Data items
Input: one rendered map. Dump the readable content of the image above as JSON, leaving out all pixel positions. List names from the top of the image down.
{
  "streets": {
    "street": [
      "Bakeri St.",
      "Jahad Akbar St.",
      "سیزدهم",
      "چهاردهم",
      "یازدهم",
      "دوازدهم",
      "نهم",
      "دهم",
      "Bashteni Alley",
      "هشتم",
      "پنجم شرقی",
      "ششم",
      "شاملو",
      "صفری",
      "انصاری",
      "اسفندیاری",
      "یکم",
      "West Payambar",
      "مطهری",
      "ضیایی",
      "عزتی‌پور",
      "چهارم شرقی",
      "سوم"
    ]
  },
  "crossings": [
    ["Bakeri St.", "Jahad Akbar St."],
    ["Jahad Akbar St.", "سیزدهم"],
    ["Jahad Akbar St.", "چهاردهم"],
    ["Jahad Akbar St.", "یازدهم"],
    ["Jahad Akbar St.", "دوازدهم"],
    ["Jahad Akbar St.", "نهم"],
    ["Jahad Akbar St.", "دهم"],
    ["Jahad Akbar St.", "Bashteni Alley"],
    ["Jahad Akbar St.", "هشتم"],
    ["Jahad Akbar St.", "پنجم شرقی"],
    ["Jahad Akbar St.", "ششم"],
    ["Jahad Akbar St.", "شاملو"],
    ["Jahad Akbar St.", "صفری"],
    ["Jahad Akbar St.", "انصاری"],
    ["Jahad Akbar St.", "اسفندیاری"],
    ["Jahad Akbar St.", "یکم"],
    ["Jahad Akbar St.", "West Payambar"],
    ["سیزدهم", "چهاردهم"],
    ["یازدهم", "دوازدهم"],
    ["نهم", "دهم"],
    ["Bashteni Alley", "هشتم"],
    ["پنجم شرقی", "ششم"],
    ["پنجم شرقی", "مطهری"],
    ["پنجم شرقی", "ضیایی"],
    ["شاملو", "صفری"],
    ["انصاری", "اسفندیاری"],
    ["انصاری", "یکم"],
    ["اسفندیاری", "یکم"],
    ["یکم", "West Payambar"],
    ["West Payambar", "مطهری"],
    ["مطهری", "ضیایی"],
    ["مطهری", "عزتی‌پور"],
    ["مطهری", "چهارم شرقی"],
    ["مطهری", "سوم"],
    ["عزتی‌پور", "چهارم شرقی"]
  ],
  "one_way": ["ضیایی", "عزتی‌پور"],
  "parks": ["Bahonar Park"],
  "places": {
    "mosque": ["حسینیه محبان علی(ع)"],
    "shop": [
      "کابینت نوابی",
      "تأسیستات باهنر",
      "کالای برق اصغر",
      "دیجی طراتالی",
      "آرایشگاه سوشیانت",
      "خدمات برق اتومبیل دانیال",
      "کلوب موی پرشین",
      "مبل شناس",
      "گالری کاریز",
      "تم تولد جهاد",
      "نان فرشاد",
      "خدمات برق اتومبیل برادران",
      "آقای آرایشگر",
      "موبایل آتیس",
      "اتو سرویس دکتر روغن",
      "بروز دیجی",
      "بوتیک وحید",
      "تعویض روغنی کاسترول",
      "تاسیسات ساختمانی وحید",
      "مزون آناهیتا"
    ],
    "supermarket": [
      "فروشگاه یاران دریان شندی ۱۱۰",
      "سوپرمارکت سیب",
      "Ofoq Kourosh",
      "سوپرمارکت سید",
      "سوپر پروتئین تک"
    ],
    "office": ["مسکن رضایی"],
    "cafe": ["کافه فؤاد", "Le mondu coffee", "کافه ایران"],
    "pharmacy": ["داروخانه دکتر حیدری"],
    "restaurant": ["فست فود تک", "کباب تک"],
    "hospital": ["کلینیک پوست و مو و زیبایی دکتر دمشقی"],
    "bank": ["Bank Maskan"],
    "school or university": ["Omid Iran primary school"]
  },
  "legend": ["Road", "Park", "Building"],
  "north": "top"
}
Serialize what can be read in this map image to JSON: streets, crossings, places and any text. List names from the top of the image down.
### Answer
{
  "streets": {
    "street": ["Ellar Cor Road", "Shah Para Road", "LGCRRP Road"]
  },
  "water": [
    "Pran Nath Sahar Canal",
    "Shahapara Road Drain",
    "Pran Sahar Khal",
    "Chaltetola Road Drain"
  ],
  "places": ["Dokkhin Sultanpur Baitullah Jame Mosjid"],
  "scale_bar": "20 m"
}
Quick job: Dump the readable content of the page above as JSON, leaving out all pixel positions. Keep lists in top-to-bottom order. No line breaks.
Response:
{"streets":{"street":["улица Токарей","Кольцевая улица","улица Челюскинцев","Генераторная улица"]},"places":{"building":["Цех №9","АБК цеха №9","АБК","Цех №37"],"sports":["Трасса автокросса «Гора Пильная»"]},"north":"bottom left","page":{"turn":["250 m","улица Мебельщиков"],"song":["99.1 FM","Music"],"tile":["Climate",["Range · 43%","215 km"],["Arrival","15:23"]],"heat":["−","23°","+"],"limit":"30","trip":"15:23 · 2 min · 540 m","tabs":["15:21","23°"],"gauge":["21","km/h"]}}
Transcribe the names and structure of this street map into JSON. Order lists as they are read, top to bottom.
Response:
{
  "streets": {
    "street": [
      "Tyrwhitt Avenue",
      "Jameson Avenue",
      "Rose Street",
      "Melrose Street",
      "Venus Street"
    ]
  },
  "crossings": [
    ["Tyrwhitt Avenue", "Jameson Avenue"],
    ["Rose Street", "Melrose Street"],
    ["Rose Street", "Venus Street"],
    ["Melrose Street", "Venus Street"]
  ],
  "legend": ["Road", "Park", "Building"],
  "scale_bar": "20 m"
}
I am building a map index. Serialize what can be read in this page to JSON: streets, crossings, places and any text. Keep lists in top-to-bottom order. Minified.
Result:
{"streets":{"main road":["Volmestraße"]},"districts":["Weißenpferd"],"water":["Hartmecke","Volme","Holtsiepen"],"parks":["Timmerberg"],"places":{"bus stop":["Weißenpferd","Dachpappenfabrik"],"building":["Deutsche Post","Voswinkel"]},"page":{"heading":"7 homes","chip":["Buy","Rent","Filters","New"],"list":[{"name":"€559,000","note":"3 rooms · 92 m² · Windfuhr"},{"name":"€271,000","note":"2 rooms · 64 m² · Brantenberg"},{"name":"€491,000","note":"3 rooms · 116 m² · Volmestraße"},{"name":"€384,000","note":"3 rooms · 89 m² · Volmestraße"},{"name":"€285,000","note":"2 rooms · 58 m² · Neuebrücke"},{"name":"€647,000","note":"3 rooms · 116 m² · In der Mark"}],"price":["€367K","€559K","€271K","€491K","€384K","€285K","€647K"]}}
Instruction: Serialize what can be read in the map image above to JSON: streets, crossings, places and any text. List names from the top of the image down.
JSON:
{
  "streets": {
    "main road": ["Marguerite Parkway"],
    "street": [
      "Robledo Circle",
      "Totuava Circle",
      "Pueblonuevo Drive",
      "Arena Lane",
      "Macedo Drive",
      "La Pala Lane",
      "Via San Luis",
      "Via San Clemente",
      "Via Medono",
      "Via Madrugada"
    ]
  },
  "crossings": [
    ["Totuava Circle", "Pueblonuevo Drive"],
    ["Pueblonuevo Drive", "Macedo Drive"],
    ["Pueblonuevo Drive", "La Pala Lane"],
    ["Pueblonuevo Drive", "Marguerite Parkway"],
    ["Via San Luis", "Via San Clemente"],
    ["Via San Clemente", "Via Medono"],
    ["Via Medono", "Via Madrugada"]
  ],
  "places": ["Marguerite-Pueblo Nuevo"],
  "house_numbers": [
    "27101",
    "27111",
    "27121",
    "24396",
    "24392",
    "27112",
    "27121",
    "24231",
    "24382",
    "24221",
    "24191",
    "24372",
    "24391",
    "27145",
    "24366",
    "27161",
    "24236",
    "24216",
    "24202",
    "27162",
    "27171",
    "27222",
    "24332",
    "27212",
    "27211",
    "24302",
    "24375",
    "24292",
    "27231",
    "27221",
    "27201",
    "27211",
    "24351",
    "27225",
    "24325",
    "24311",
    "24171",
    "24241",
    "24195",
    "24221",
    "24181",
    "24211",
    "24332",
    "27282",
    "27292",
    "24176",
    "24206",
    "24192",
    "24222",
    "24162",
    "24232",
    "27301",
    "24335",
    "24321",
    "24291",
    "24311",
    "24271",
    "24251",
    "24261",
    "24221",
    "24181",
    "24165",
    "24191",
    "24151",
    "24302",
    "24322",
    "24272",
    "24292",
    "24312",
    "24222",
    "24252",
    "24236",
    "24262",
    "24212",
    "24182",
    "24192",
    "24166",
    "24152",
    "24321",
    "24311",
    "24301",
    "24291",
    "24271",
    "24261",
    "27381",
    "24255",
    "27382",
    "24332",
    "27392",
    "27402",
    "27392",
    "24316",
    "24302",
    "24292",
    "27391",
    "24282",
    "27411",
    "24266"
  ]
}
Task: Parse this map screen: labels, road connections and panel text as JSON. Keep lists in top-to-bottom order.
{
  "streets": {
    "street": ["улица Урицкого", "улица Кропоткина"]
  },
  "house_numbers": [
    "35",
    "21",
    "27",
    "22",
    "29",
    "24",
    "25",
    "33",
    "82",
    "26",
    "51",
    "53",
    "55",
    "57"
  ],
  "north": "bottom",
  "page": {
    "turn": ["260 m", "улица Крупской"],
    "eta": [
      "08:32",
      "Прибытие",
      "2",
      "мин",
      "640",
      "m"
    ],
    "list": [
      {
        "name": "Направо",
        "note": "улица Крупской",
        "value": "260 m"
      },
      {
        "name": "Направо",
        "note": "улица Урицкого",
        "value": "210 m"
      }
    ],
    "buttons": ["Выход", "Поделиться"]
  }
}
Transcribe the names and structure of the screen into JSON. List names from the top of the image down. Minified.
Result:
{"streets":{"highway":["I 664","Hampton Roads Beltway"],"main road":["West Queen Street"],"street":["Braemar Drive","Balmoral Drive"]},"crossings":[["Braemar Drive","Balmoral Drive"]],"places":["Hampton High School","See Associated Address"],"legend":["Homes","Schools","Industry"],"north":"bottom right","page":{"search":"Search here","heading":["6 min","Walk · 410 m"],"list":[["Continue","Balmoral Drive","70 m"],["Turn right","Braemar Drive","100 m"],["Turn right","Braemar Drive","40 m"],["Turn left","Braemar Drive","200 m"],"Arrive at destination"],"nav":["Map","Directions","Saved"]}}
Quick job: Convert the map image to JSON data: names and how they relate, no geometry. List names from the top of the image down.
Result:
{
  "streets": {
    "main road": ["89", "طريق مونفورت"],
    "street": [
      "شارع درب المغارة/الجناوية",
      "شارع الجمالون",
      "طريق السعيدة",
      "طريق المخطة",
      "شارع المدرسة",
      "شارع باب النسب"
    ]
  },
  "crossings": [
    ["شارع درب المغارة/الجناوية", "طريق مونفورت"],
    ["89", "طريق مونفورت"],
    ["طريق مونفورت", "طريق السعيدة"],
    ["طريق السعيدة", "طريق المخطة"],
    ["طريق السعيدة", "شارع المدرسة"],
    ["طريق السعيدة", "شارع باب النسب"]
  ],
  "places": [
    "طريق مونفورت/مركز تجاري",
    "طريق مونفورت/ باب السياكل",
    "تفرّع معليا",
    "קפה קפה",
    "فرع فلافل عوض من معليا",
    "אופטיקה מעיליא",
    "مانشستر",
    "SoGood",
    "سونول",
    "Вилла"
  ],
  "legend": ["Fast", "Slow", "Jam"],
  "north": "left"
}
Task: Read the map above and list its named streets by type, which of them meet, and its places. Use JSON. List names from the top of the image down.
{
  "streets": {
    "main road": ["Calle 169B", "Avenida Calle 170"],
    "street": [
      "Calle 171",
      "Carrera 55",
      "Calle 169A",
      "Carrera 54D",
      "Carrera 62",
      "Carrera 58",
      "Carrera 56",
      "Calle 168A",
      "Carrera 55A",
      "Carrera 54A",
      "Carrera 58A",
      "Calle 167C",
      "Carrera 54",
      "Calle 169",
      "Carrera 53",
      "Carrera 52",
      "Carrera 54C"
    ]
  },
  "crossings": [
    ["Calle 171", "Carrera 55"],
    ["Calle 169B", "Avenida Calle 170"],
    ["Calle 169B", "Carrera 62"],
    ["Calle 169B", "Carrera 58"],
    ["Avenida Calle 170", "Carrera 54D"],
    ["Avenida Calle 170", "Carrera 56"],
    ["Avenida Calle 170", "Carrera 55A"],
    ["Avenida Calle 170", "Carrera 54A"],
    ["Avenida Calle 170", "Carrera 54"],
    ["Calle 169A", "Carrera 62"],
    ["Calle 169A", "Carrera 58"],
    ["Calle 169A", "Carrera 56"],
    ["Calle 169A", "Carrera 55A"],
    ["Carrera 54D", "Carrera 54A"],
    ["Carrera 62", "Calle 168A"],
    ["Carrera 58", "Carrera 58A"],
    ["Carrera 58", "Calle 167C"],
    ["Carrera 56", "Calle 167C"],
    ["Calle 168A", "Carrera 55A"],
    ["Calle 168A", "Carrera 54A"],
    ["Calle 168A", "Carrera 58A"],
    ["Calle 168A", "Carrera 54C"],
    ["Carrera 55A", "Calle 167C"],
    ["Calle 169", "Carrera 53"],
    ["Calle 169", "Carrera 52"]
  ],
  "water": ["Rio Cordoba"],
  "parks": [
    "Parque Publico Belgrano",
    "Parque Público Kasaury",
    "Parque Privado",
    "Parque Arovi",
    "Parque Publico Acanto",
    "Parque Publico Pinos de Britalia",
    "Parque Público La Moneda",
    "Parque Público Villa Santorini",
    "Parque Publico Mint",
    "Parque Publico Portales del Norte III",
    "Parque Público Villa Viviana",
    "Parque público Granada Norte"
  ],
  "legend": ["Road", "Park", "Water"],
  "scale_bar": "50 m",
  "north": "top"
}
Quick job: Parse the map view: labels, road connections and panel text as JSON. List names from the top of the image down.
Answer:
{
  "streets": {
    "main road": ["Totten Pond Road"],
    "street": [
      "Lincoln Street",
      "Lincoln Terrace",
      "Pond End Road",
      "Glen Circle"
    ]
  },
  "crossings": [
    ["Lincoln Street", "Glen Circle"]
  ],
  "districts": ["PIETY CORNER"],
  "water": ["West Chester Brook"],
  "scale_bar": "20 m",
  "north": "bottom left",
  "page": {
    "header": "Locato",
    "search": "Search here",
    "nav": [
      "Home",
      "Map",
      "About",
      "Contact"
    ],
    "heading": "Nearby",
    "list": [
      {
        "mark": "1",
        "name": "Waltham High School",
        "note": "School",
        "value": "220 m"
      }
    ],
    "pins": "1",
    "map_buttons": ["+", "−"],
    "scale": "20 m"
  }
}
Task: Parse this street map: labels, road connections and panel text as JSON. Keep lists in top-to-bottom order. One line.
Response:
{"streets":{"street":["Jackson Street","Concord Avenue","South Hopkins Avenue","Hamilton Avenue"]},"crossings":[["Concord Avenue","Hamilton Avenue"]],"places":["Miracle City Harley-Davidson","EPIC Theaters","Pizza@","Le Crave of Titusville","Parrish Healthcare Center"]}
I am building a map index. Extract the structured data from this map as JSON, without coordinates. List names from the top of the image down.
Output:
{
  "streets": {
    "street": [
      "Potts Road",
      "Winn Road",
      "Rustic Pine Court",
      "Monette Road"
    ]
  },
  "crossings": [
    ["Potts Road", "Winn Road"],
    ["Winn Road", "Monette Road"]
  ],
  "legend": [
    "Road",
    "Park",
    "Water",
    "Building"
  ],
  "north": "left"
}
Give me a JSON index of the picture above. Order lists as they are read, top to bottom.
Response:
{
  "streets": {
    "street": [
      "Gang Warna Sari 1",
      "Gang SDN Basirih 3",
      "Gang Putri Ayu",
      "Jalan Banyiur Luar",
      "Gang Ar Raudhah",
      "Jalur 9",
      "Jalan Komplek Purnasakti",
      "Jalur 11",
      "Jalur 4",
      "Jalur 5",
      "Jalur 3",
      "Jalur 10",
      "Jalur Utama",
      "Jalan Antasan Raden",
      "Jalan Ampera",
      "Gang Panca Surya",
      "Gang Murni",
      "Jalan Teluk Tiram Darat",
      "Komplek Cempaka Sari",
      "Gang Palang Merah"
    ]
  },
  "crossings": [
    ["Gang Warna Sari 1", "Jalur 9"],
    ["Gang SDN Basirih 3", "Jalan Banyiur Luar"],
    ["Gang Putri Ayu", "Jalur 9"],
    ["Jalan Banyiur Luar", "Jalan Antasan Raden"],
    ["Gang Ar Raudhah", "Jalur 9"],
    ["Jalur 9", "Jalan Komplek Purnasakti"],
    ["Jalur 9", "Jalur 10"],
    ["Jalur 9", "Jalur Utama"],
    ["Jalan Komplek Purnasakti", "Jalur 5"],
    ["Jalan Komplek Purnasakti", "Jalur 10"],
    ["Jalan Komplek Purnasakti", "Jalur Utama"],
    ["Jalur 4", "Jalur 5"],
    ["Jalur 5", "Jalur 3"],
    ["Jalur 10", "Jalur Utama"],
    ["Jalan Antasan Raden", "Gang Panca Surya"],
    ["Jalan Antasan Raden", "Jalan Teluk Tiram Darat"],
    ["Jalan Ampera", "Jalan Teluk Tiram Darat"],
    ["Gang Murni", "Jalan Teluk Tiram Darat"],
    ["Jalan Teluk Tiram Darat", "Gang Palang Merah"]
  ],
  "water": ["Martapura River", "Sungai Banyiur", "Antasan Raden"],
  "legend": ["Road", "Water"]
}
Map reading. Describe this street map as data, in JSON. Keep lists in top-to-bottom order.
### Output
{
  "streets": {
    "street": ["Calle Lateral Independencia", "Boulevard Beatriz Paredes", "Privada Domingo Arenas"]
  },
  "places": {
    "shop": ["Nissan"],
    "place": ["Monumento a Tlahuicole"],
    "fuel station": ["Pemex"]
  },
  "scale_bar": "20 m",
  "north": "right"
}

▶ **Required action**: Looking at the entries, work out how many lines hold the word "connections". Give the number and nothing else.

▶ **Reply**: 3